Denis Cukici

Personal information
- Date of birth: 10 February 2003 (age 23)
- Place of birth: Helsinki, Finland
- Height: 1.81 m (5 ft 11 in)
- Position: Defensive midfielder

Team information
- Current team: KäPa
- Number: 36

Youth career
- 0000–2013: Koivukylän Palloseura
- 2014–2020: HJK

Senior career*
- Years: Team / Apps / (Gls)
- 2020–2021: Klubi 04 / 35 / (0)
- 2022–2024: SJK II / 65 / (3)
- 2024: SJK / 0 / (0)
- 2025–: KäPa / 34 / (1)

International career^{‡}
- 2018–2019: Finland U16 / 5 / (1)

= Denis Cukici =

Finnish footballer (born 2003)

Denis Cukici (born 10 February 2003) is a Finnish professional footballer who plays as a defensive midfielder for Ykkösliiga side KäPa.

==Club career==
Cukici started football in a youth team of Koivukylän Palloseura in Koivukylä, Vantaa.

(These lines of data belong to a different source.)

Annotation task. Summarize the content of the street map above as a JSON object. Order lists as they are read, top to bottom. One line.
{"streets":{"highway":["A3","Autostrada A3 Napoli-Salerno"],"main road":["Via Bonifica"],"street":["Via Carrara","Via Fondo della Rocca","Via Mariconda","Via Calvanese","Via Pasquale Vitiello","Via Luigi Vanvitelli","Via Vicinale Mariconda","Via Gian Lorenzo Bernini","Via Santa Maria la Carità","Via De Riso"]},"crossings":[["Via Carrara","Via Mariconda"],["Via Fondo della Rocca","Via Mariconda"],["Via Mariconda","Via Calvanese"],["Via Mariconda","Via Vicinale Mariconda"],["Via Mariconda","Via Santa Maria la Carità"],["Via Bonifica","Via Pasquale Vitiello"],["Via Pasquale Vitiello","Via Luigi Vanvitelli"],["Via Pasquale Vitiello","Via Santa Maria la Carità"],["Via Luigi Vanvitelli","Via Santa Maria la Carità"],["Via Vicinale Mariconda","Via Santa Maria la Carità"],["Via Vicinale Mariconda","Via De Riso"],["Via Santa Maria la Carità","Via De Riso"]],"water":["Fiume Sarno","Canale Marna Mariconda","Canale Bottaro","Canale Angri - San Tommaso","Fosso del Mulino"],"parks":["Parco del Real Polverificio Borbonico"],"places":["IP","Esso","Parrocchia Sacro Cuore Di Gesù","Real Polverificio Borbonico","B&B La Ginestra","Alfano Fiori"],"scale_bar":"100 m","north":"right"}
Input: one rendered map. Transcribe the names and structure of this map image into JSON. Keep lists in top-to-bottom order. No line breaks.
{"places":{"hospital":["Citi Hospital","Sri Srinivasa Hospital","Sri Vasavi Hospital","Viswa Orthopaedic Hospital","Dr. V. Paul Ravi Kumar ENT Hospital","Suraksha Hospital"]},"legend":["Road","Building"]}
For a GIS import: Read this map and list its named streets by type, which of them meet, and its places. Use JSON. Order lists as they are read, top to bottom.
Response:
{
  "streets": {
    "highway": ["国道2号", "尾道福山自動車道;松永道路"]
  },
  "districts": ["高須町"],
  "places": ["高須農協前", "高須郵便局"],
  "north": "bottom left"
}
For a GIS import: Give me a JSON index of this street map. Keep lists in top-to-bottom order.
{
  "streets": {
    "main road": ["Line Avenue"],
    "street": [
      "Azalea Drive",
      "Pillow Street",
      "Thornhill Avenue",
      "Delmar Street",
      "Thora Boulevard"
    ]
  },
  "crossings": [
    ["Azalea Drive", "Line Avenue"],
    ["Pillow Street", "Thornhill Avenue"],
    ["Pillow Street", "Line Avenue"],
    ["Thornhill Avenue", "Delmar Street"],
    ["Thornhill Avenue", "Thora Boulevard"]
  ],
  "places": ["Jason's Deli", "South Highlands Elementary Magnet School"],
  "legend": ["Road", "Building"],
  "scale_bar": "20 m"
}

In 2014 he joined the youth sector of HJK Helsinki. He advanced through the academy and made his senior debut with the reserve team Klubi 04 in 2020.

In February 2022, Cukici signed with the organisation Veikkausliiga club SJK Seinäjoki. He was first assigned to the club's reserve team SJK Akatemia, competing in the second-tier Ykkönen.

In January 2025, he joined Käpylän Pallo in second-tier Ykkösliiga.

==Personal life==
Born and raised in Helsinki, Finland, Cukici is of Kosovo Albanian descent.